§ Stored data
—————

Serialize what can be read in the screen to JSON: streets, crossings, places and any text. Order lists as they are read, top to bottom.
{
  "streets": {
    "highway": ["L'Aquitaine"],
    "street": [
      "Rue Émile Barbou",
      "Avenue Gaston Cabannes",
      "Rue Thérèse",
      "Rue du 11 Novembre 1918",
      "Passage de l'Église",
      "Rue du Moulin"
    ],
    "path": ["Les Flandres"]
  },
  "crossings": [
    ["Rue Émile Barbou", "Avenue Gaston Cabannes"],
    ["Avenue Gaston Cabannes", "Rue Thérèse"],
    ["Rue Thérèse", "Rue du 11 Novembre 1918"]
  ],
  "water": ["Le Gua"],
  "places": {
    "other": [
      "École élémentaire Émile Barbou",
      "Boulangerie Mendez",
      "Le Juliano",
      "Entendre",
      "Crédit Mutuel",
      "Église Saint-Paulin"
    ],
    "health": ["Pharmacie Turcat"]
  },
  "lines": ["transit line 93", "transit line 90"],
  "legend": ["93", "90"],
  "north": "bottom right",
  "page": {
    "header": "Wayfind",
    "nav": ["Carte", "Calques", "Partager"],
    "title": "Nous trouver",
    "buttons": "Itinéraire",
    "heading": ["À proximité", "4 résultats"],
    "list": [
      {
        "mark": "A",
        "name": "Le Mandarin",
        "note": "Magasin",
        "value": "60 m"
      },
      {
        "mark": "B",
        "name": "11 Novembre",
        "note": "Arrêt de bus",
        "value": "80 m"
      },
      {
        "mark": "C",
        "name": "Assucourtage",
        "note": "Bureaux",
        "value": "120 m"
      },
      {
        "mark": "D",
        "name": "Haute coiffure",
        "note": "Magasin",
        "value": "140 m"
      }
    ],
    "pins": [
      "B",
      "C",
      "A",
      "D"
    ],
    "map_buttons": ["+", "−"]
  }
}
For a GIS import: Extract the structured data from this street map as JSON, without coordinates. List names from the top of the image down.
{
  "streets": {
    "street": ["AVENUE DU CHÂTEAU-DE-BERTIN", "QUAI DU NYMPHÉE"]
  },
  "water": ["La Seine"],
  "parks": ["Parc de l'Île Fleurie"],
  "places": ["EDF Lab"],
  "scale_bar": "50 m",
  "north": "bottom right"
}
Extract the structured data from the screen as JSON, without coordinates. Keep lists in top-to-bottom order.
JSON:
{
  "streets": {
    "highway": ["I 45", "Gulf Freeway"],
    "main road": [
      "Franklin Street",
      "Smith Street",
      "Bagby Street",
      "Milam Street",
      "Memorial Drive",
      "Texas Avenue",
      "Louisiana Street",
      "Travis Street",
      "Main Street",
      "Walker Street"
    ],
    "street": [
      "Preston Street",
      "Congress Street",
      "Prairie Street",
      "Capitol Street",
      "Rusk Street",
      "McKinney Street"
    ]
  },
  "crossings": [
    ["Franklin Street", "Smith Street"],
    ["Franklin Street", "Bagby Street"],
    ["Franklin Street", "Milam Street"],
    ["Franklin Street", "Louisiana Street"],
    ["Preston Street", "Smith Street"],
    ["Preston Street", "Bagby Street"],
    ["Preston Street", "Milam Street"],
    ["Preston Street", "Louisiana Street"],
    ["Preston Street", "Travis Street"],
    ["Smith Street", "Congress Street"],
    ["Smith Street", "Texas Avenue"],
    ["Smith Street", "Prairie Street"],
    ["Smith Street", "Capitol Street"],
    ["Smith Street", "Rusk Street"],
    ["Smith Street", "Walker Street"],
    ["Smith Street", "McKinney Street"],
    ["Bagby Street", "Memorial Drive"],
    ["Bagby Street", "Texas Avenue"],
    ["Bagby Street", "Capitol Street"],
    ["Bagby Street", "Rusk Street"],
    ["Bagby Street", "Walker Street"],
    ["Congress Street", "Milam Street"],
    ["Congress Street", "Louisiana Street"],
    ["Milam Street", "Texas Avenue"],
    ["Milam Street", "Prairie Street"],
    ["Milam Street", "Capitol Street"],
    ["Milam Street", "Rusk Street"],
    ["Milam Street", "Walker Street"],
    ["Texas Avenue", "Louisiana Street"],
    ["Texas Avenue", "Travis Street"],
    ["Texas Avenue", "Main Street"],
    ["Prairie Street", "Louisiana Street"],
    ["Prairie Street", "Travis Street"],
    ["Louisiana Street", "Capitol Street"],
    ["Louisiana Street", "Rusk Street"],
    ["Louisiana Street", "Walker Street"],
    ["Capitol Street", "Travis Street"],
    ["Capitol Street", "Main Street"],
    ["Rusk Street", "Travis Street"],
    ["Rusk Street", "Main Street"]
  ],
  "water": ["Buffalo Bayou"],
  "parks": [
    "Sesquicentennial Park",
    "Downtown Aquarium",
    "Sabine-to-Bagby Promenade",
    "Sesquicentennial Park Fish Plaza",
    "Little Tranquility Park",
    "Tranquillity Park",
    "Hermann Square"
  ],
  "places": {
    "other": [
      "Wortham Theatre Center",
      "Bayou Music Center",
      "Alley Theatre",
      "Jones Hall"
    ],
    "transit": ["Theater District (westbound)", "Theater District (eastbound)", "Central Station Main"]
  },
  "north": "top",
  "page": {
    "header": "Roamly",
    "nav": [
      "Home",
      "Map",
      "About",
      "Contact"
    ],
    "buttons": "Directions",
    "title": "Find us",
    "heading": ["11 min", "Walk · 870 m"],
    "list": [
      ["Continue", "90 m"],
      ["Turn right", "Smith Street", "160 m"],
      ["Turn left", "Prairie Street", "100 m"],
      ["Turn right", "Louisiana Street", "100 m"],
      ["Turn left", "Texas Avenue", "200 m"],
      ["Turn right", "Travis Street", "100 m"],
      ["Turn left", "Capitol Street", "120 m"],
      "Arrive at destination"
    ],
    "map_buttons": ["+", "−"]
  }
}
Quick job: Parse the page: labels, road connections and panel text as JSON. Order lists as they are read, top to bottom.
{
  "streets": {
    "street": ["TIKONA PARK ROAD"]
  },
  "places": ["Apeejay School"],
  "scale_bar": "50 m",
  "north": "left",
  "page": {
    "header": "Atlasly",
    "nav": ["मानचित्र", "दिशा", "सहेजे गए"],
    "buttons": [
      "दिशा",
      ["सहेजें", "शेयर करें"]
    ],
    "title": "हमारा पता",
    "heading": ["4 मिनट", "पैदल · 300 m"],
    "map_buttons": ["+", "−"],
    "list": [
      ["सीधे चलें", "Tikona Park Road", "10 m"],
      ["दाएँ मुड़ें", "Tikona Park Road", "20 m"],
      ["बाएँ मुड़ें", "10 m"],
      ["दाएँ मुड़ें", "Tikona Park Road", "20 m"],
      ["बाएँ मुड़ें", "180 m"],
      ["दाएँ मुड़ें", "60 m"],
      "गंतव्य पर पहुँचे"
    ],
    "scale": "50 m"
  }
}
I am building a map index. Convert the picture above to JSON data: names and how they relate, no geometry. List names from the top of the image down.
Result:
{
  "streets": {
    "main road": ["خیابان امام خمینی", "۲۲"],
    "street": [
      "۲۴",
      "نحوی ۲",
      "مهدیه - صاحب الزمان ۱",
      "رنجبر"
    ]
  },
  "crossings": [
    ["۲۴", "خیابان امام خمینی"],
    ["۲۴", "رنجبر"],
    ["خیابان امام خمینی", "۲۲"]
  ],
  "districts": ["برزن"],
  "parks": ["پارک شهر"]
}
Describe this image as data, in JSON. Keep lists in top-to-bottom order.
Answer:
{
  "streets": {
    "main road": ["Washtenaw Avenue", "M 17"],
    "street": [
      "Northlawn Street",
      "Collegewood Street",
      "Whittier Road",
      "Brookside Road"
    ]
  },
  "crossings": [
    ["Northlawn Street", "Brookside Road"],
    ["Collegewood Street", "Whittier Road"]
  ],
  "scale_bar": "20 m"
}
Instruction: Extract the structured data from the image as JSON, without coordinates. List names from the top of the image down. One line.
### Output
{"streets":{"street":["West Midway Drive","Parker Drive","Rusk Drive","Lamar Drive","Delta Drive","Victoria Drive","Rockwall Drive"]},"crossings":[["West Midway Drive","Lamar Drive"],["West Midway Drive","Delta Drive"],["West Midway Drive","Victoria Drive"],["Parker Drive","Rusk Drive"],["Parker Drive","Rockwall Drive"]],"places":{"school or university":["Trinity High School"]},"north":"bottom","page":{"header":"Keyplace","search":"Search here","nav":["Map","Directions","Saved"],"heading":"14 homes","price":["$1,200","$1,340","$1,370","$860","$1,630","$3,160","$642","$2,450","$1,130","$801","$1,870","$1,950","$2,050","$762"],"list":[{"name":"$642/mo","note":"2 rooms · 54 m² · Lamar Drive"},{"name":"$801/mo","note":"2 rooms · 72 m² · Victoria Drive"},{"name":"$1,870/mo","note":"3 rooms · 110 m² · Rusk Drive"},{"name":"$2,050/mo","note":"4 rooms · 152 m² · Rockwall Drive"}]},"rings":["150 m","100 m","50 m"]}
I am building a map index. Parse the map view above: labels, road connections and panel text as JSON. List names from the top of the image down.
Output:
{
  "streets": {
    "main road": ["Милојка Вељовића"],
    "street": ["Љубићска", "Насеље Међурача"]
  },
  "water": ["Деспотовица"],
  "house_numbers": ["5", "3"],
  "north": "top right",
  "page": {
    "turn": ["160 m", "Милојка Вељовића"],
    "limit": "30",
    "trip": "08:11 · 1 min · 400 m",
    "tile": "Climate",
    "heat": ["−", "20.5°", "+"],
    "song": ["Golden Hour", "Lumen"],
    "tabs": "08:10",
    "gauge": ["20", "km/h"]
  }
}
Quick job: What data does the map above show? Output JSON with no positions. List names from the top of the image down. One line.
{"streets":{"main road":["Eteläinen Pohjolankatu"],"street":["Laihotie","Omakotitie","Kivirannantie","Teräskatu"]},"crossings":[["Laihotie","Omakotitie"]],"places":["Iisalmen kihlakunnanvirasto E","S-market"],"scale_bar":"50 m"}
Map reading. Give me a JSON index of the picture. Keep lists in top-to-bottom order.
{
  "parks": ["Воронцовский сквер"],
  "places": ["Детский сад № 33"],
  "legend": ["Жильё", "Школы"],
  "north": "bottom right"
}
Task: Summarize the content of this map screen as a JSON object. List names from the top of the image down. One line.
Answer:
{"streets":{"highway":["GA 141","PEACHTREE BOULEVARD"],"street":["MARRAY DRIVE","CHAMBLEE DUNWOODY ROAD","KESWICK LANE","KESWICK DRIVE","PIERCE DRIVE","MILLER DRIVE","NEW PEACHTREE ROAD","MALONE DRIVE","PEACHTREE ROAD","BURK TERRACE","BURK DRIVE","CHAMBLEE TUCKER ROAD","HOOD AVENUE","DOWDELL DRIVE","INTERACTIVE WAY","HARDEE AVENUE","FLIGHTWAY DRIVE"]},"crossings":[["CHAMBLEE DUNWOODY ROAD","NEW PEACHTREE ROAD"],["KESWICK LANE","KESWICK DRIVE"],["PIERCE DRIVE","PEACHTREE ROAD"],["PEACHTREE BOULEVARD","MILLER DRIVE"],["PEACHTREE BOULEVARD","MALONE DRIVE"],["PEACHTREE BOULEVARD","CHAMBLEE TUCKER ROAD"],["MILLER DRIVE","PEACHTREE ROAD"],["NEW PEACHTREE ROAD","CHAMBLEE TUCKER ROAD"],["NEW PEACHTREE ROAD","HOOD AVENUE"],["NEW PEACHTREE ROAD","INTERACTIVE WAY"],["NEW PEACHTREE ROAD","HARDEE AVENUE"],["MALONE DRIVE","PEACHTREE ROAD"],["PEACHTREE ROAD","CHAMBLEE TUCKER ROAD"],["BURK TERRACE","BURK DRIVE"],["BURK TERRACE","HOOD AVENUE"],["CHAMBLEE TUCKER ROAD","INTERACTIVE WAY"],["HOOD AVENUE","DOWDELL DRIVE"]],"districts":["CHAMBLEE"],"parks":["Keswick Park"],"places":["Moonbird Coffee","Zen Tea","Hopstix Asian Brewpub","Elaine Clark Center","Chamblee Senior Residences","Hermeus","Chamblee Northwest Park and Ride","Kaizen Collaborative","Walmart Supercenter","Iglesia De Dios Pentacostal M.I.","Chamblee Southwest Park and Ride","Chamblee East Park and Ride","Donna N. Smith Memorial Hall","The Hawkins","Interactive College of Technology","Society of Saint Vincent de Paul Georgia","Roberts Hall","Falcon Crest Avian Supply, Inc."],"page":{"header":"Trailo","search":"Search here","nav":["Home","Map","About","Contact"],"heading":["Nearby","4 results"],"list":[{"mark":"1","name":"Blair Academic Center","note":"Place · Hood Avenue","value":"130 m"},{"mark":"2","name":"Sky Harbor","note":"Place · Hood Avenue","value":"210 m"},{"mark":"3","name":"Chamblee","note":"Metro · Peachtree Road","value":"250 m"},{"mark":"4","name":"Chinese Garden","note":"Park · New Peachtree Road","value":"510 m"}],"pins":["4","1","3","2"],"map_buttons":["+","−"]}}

—————

§ Task description
Lines holding the string "McKinney" must be copied out of the entries above.

§ Exercise output
      "McKinney Street"
    ["Smith Street", "McKinney Street"],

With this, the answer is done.